2) Divide and press the crushed biscuit mixture into the base of the 2 trays. Chill for 15 mins or until needed.














3) Prick base with the back of a skewer before pouring in the filling. (I skipped this step)

Filling
1) Use a small heart-shaped cutter (1") to cut hearts out of strawberry halves and place on a plate lined with paper towel.
2) Place gelatine and sugar in a bowl. Pour 150ml of boiling water and stir until gelatine and sugar dissolves completely. If it does not dissolve completelly, place this bowl over a bigger bowl filled with boiling water.
3) Cream cream cheese and vanilla essence together. Add gelatine syrup gradually and cream till smooth. (You can add chopped strawberries or even black current conserve into the cheese mixture at this stage) Pour into the trays (or cups).






























4) Place 20 hearts on each tray, partially submerged in cheese. Regrigerate until firm, about 2hours.





















Jello topping

1) Dissolve Jello in boilling water.
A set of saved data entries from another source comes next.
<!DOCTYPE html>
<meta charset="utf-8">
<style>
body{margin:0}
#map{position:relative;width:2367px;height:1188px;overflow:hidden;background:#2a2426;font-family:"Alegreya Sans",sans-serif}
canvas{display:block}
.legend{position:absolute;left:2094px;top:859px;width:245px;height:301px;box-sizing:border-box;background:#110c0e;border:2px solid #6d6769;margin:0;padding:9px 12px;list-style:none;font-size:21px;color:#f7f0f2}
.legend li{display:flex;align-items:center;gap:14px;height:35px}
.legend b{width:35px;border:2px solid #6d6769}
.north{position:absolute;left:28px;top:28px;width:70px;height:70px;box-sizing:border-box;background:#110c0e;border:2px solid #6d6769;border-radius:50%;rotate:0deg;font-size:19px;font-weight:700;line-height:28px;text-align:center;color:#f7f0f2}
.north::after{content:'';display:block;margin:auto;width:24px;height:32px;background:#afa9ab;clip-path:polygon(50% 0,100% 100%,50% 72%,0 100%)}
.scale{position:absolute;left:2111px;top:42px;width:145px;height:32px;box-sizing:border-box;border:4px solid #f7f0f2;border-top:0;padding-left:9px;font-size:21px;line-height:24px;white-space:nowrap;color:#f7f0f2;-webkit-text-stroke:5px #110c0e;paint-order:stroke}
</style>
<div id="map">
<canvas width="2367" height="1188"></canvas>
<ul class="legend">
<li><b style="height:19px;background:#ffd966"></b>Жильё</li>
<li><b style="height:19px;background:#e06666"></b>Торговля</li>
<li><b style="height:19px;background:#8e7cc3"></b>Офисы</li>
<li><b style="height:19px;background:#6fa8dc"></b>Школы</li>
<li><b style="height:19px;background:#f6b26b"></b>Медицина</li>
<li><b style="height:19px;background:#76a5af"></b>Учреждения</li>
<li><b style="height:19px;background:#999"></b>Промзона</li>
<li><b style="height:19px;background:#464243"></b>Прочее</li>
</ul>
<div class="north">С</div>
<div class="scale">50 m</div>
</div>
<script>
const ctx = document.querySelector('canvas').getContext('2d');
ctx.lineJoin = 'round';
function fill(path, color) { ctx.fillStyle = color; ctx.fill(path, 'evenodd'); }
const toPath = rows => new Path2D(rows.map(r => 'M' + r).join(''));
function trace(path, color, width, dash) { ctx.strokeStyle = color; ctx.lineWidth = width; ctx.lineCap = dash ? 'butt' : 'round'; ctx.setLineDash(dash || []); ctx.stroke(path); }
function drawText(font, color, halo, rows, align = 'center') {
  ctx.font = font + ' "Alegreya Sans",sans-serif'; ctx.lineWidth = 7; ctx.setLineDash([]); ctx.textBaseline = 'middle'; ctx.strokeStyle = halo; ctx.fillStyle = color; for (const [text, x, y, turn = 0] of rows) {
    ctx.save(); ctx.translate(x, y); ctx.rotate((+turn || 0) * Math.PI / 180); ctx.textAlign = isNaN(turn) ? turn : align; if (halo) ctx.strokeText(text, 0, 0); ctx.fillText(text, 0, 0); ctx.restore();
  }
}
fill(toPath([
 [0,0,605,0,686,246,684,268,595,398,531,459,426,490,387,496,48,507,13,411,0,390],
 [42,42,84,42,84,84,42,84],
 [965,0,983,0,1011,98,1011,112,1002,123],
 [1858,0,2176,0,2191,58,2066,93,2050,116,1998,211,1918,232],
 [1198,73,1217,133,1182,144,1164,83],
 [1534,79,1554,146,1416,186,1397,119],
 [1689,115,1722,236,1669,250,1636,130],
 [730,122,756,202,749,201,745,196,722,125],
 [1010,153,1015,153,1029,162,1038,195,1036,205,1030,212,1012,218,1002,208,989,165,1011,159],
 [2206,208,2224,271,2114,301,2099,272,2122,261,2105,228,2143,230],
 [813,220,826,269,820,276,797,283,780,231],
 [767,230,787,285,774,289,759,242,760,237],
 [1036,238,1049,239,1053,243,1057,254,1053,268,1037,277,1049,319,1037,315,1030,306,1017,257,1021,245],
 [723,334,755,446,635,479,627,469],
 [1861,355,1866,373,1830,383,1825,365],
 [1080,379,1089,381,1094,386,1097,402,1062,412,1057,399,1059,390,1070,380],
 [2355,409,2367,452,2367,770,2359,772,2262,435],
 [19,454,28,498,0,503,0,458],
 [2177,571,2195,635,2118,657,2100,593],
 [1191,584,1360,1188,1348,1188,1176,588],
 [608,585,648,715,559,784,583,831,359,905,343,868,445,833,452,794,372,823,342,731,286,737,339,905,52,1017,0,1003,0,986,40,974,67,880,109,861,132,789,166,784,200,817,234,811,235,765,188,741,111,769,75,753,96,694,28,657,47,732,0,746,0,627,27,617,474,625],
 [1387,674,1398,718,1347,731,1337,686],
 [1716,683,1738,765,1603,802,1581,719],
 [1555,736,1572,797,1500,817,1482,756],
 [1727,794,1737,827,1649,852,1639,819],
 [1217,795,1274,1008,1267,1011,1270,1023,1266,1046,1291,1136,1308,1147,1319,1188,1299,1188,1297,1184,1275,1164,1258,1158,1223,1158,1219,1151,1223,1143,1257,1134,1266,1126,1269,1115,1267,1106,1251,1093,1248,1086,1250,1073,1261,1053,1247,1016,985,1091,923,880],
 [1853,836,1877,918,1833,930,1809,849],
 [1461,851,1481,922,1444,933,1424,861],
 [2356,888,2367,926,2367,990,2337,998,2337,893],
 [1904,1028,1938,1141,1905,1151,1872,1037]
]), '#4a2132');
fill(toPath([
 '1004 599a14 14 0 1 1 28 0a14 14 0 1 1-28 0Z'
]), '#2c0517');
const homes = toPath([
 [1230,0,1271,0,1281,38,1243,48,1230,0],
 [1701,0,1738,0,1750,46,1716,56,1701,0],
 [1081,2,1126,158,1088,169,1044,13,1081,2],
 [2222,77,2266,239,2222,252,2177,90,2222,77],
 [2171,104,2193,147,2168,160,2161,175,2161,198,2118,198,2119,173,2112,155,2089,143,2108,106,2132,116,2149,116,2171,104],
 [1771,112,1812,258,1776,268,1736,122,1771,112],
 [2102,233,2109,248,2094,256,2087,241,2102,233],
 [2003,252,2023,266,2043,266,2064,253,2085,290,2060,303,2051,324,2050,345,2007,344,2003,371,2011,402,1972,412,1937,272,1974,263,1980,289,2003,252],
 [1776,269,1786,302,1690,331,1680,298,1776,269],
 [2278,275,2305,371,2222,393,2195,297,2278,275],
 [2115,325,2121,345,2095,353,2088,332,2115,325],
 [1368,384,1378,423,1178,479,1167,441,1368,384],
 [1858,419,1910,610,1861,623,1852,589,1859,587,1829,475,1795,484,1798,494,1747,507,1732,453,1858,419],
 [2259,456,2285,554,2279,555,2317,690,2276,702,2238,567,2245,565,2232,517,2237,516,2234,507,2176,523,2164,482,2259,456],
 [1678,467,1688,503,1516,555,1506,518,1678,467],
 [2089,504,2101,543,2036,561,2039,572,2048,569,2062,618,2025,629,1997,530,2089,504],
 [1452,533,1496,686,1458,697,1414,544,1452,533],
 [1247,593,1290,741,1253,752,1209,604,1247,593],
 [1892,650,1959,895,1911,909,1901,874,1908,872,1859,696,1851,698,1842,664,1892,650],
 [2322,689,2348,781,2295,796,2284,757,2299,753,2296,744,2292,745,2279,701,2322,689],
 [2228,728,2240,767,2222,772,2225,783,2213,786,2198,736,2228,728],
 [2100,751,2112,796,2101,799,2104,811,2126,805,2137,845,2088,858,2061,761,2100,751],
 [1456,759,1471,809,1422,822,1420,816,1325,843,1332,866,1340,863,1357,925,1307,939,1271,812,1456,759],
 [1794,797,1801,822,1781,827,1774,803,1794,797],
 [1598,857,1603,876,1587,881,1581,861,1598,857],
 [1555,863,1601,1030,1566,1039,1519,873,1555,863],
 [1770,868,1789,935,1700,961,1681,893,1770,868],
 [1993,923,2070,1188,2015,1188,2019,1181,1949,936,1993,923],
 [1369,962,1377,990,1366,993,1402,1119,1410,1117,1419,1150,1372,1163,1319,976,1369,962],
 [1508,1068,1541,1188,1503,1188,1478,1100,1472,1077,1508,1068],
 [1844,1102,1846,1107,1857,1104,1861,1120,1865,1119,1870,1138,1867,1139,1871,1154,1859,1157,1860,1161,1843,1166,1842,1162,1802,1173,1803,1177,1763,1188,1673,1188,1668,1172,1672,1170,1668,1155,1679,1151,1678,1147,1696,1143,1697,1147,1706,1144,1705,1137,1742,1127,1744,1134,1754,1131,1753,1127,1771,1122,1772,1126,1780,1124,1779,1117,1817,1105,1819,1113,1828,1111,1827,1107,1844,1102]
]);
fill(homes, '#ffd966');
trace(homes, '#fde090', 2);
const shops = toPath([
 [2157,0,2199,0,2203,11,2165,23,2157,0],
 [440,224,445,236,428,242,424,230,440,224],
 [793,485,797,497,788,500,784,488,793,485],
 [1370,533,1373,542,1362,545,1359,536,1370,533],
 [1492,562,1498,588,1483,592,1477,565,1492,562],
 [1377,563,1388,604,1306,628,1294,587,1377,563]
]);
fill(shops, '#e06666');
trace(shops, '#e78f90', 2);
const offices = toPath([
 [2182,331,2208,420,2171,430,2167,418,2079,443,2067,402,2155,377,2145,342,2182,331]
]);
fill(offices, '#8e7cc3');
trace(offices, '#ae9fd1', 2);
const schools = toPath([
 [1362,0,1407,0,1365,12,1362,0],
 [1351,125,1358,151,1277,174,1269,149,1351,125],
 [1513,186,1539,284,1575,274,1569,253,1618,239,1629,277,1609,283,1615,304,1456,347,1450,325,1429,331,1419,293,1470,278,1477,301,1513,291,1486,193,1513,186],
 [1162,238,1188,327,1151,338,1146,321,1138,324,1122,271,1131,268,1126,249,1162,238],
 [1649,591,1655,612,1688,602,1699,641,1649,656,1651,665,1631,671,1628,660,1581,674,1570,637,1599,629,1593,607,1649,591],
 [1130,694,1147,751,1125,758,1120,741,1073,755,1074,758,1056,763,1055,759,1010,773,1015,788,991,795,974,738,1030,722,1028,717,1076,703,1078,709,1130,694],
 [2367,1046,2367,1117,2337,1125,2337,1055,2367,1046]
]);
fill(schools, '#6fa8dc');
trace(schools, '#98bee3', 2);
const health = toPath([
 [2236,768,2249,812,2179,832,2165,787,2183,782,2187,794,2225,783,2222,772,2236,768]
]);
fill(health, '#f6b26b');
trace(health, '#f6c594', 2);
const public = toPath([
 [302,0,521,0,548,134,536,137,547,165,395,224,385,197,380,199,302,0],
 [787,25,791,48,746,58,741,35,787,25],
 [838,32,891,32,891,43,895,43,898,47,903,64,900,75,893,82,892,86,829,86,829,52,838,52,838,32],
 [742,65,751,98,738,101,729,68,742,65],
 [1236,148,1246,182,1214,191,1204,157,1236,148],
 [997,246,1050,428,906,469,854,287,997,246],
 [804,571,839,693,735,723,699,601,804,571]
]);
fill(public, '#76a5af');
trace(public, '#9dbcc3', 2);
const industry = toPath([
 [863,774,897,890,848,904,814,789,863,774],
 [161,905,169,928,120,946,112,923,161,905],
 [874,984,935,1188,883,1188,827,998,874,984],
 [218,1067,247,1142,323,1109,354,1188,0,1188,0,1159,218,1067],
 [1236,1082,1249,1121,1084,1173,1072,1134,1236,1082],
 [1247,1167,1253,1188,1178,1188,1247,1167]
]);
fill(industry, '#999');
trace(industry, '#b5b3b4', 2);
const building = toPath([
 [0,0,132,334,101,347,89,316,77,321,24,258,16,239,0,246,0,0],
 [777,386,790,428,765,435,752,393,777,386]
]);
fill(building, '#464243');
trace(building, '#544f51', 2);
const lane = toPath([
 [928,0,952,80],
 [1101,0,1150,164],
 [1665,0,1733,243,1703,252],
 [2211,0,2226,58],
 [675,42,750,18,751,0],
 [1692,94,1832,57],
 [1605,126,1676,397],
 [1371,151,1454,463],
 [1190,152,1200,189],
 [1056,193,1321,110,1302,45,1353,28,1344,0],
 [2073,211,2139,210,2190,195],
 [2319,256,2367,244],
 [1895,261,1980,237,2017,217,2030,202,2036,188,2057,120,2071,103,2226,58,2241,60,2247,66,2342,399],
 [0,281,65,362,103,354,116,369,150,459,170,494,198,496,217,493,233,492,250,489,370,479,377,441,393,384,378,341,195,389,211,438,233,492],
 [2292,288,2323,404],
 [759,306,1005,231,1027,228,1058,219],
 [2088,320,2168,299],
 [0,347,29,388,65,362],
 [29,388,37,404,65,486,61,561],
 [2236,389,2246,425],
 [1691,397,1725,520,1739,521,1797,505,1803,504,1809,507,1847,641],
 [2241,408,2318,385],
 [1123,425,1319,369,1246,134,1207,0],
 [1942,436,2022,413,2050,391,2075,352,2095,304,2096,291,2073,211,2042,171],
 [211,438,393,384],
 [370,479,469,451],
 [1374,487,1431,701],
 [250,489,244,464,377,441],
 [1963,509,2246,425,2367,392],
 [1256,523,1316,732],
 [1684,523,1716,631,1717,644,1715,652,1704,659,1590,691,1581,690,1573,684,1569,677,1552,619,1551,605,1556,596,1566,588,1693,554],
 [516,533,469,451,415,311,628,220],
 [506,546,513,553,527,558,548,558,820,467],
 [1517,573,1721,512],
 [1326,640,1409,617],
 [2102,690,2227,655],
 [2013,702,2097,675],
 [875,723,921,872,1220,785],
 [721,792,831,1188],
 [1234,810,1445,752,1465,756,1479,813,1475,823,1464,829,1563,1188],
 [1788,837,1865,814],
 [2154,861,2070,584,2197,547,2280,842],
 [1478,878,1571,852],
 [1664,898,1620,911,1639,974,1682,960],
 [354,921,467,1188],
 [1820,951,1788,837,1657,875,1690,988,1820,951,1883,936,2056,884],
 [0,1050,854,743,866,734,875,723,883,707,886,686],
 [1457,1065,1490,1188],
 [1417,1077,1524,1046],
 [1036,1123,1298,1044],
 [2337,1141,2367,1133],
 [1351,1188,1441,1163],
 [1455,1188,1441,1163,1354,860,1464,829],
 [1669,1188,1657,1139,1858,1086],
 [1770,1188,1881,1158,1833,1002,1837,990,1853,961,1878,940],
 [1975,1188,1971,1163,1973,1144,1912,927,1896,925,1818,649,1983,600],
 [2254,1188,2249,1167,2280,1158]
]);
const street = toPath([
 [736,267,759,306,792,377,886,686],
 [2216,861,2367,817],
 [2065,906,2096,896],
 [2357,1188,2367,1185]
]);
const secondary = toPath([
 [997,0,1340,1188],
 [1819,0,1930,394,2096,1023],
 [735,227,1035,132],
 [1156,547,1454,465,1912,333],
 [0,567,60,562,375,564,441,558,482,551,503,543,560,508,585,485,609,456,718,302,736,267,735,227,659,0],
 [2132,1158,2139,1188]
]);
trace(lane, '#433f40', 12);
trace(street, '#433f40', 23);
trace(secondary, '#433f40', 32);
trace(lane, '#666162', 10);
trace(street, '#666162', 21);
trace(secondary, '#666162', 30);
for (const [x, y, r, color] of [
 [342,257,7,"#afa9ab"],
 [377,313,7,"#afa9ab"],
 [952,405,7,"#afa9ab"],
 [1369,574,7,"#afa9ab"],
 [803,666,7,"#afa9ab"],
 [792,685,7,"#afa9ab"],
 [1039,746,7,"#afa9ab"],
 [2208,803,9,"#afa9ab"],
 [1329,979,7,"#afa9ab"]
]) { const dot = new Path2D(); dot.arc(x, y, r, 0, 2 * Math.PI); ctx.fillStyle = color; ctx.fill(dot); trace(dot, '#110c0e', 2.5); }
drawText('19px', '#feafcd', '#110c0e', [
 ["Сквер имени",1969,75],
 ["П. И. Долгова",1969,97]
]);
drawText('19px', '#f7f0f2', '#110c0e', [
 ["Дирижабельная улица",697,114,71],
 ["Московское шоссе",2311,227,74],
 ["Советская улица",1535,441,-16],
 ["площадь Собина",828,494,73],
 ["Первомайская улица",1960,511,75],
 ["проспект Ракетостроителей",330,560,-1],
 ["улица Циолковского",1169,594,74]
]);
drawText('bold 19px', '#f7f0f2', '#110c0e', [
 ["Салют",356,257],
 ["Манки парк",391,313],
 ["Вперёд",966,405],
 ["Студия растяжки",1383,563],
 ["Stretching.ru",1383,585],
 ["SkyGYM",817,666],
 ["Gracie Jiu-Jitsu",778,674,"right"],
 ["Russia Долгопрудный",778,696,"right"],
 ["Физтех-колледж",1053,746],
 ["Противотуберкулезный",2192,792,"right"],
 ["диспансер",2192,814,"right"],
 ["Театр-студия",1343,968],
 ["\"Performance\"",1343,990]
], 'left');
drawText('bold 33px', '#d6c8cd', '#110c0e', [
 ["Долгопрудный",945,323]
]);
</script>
Add cold water and stir well.
2) Cool completely before pouring over cheese filling.





















2nd Attempt

This time round, I made a whole cheesecake instead of mini ones. I bought the 215mm (Diameter) X 40mm aluminium trays from NTUC for the cakes but found that one 250g of cheese is not enough to make 2 cakes. I had to use 1 block of cheese for 1 cake instead. Luckily I bought 2 blocks of cheese. *Phew*

To make the side crusts, I increased the biscuits quantity to 1 whole pack of digestive biscuits + 4 more pieces. This time round, I added a whole lot more chopped strawberries to the cheese filling.